START Available data
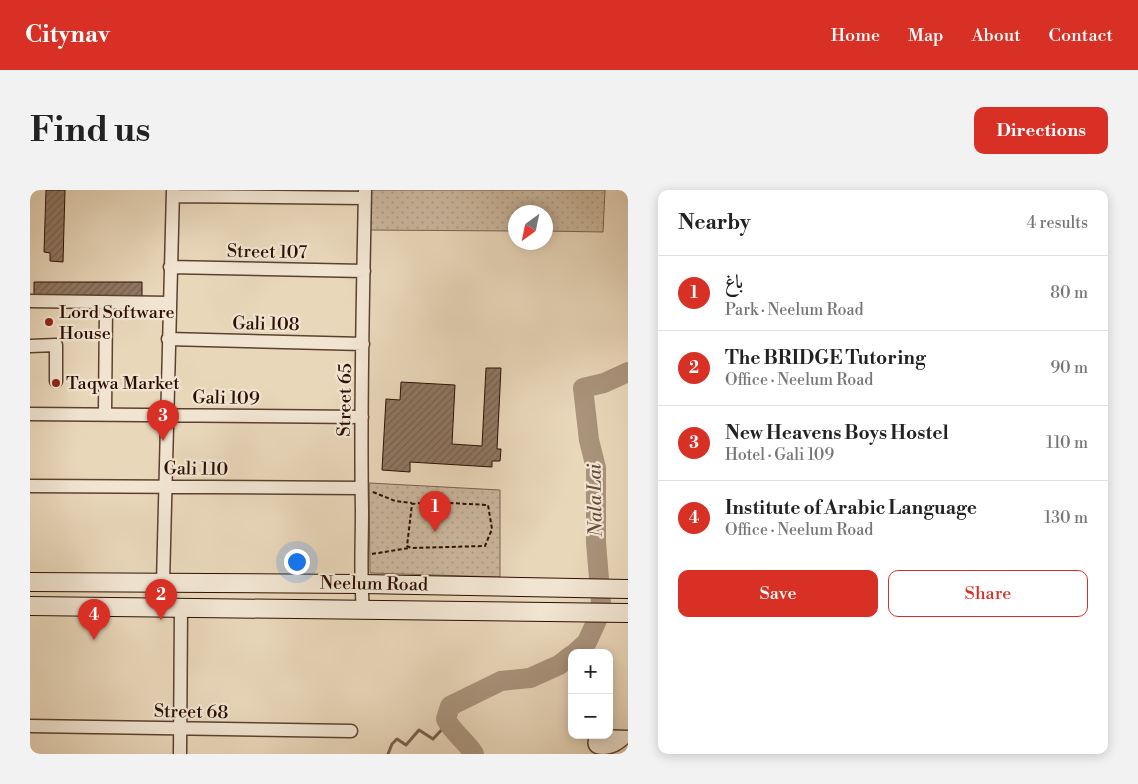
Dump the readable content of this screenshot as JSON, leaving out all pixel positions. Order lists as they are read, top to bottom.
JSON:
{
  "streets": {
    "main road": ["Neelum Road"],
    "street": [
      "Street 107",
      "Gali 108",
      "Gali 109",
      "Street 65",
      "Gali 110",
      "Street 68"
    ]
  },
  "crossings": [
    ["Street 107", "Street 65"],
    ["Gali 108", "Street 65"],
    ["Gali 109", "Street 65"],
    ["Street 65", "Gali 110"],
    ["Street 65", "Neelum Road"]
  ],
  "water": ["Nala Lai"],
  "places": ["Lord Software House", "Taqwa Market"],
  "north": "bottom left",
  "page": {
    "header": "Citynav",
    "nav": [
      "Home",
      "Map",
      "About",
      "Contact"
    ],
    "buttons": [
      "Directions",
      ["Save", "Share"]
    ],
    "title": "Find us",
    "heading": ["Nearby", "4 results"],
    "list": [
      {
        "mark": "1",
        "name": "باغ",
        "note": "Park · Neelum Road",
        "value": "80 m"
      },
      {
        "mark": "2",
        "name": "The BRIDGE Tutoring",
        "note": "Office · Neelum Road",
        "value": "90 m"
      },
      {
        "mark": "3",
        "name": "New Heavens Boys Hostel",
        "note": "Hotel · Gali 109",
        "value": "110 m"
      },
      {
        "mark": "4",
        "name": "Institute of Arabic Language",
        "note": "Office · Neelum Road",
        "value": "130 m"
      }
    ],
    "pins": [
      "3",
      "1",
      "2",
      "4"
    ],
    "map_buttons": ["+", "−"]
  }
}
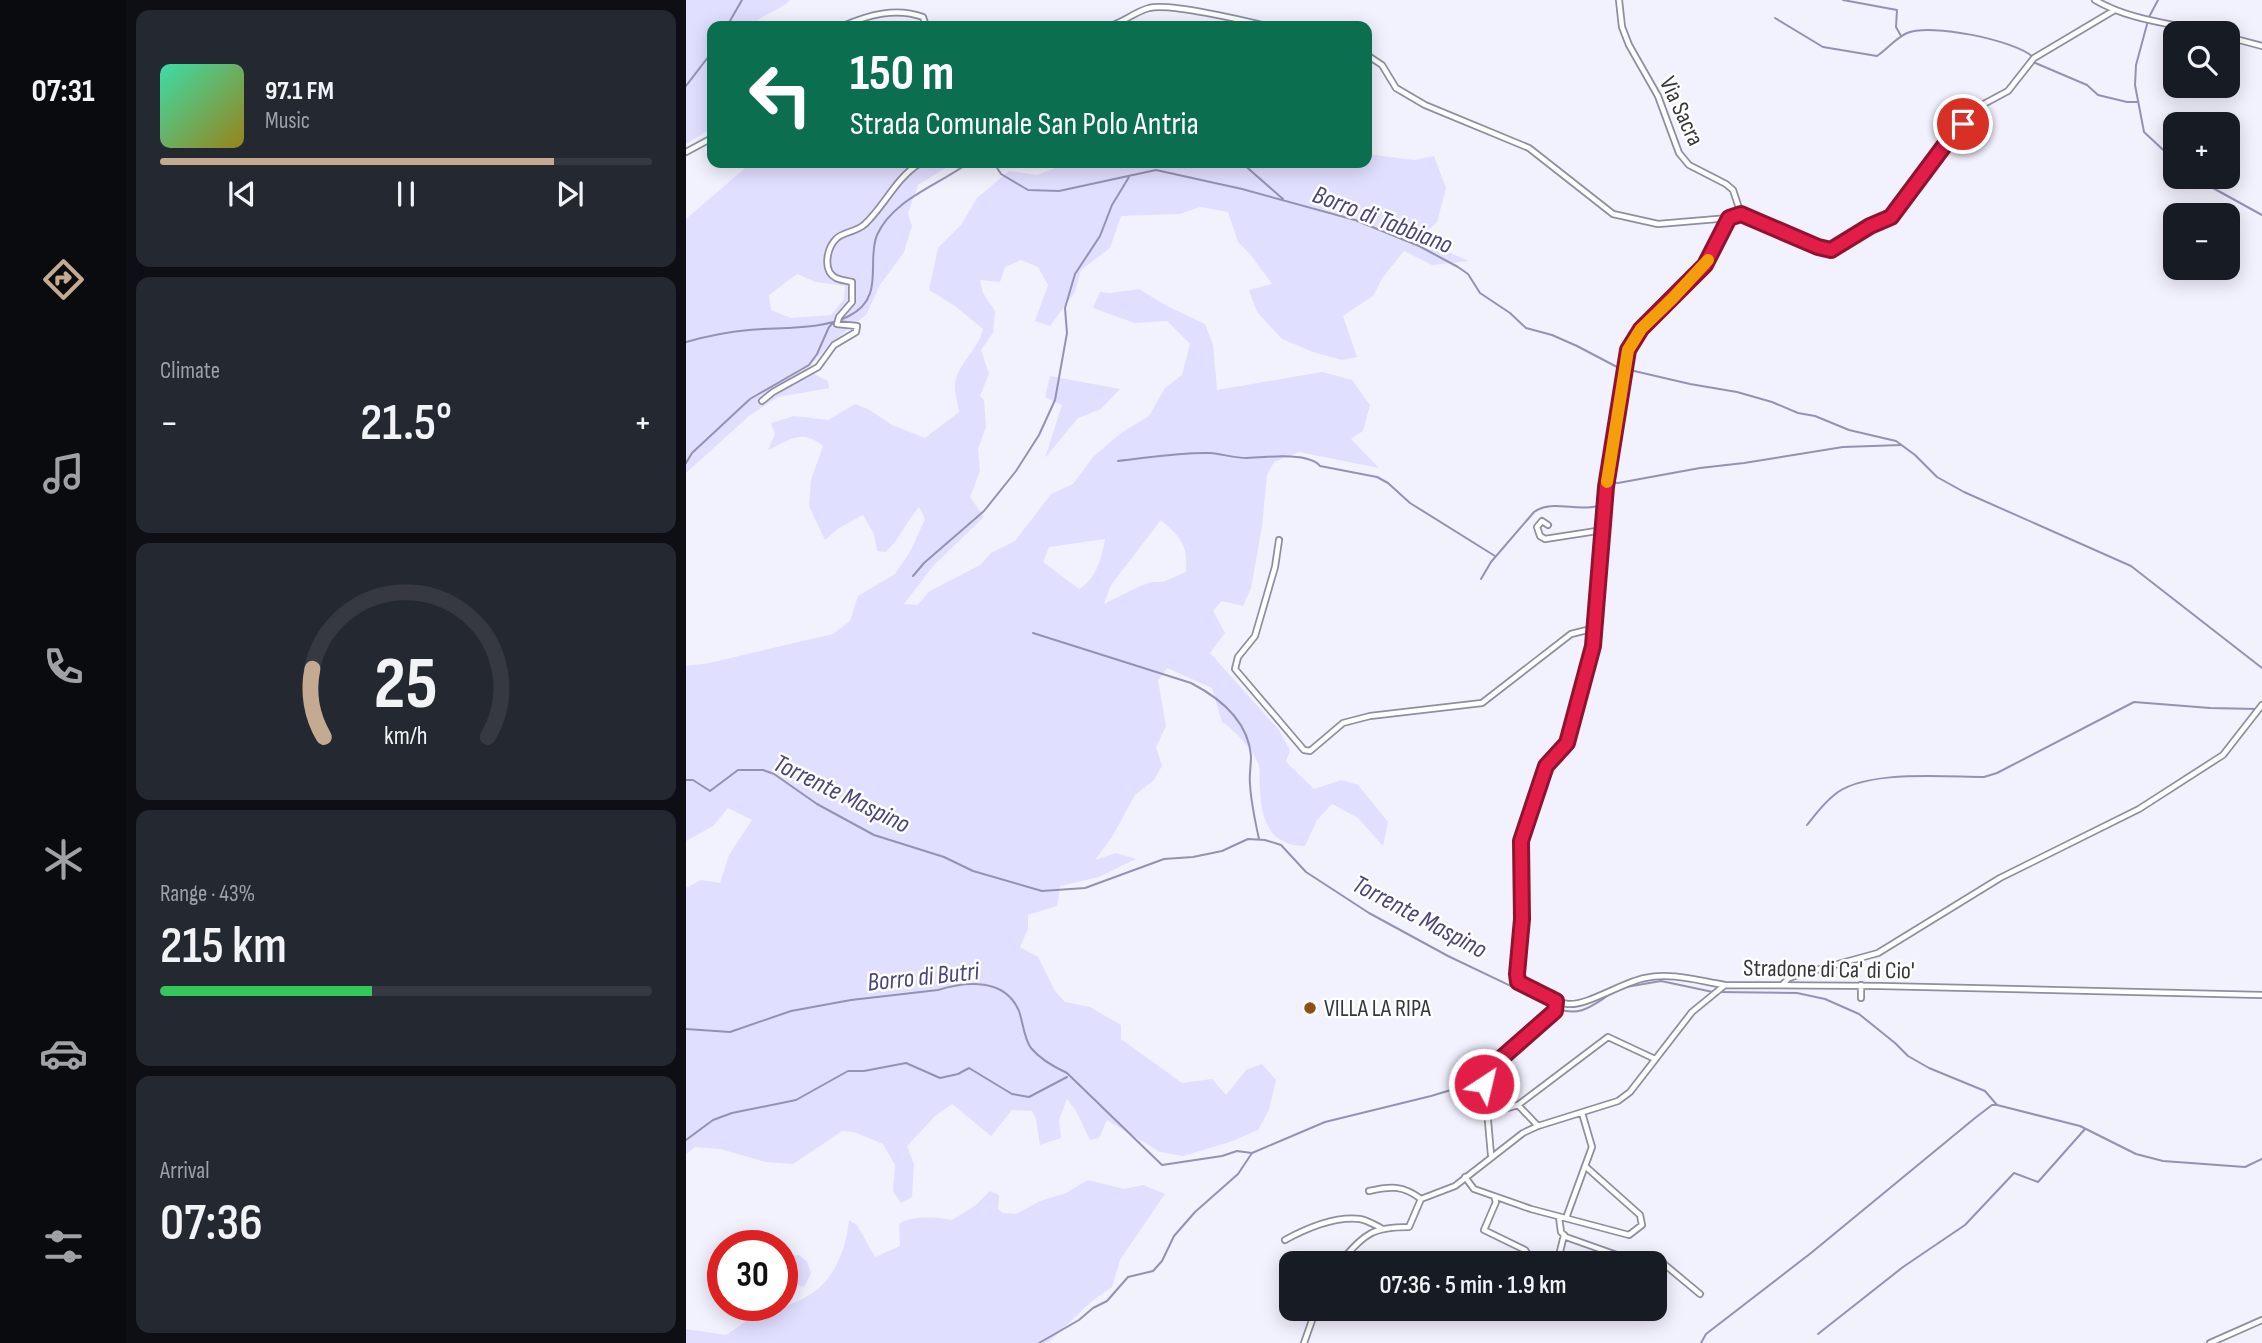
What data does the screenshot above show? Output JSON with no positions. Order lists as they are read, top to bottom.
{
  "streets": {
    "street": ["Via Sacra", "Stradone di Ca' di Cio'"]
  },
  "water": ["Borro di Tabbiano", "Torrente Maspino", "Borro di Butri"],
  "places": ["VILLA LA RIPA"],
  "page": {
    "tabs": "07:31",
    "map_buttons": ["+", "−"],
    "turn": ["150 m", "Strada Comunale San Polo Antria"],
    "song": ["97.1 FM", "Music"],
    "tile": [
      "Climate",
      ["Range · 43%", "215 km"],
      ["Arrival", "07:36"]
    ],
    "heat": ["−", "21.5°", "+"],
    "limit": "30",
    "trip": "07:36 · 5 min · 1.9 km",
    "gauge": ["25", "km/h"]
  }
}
END Available data
**Exercise goal:** Your answer must be the records above, word for word, with every picture left out.

**Response to the exercise:**
Dump the readable content of this screenshot as JSON, leaving out all pixel positions. Order lists as they are read, top to bottom.
JSON:
{
  "streets": {
    "main road": ["Neelum Road"],
    "street": [
      "Street 107",
      "Gali 108",
      "Gali 109",
      "Street 65",
      "Gali 110",
      "Street 68"
    ]
  },
  "crossings": [
    ["Street 107", "Street 65"],
    ["Gali 108", "Street 65"],
    ["Gali 109", "Street 65"],
    ["Street 65", "Gali 110"],
    ["Street 65", "Neelum Road"]
  ],
  "water": ["Nala Lai"],
  "places": ["Lord Software House", "Taqwa Market"],
  "north": "bottom left",
  "page": {
    "header": "Citynav",
    "nav": [
      "Home",
      "Map",
      "About",
      "Contact"
    ],
    "buttons": [
      "Directions",
      ["Save", "Share"]
    ],
    "title": "Find us",
    "heading": ["Nearby", "4 results"],
    "list": [
      {
        "mark": "1",
        "name": "باغ",
        "note": "Park · Neelum Road",
        "value": "80 m"
      },
      {
        "mark": "2",
        "name": "The BRIDGE Tutoring",
        "note": "Office · Neelum Road",
        "value": "90 m"
      },
      {
        "mark": "3",
        "name": "New Heavens Boys Hostel",
        "note": "Hotel · Gali 109",
        "value": "110 m"
      },
      {
        "mark": "4",
        "name": "Institute of Arabic Language",
        "note": "Office · Neelum Road",
        "value": "130 m"
      }
    ],
    "pins": [
      "3",
      "1",
      "2",
      "4"
    ],
    "map_buttons": ["+", "−"]
  }
}
What data does the screenshot above show? Output JSON with no positions. Order lists as they are read, top to bottom.
{
  "streets": {
    "street": ["Via Sacra", "Stradone di Ca' di Cio'"]
  },
  "water": ["Borro di Tabbiano", "Torrente Maspino", "Borro di Butri"],
  "places": ["VILLA LA RIPA"],
  "page": {
    "tabs": "07:31",
    "map_buttons": ["+", "−"],
    "turn": ["150 m", "Strada Comunale San Polo Antria"],
    "song": ["97.1 FM", "Music"],
    "tile": [
      "Climate",
      ["Range · 43%", "215 km"],
      ["Arrival", "07:36"]
    ],
    "heat": ["−", "21.5°", "+"],
    "limit": "30",
    "trip": "07:36 · 5 min · 1.9 km",
    "gauge": ["25", "km/h"]
  }
}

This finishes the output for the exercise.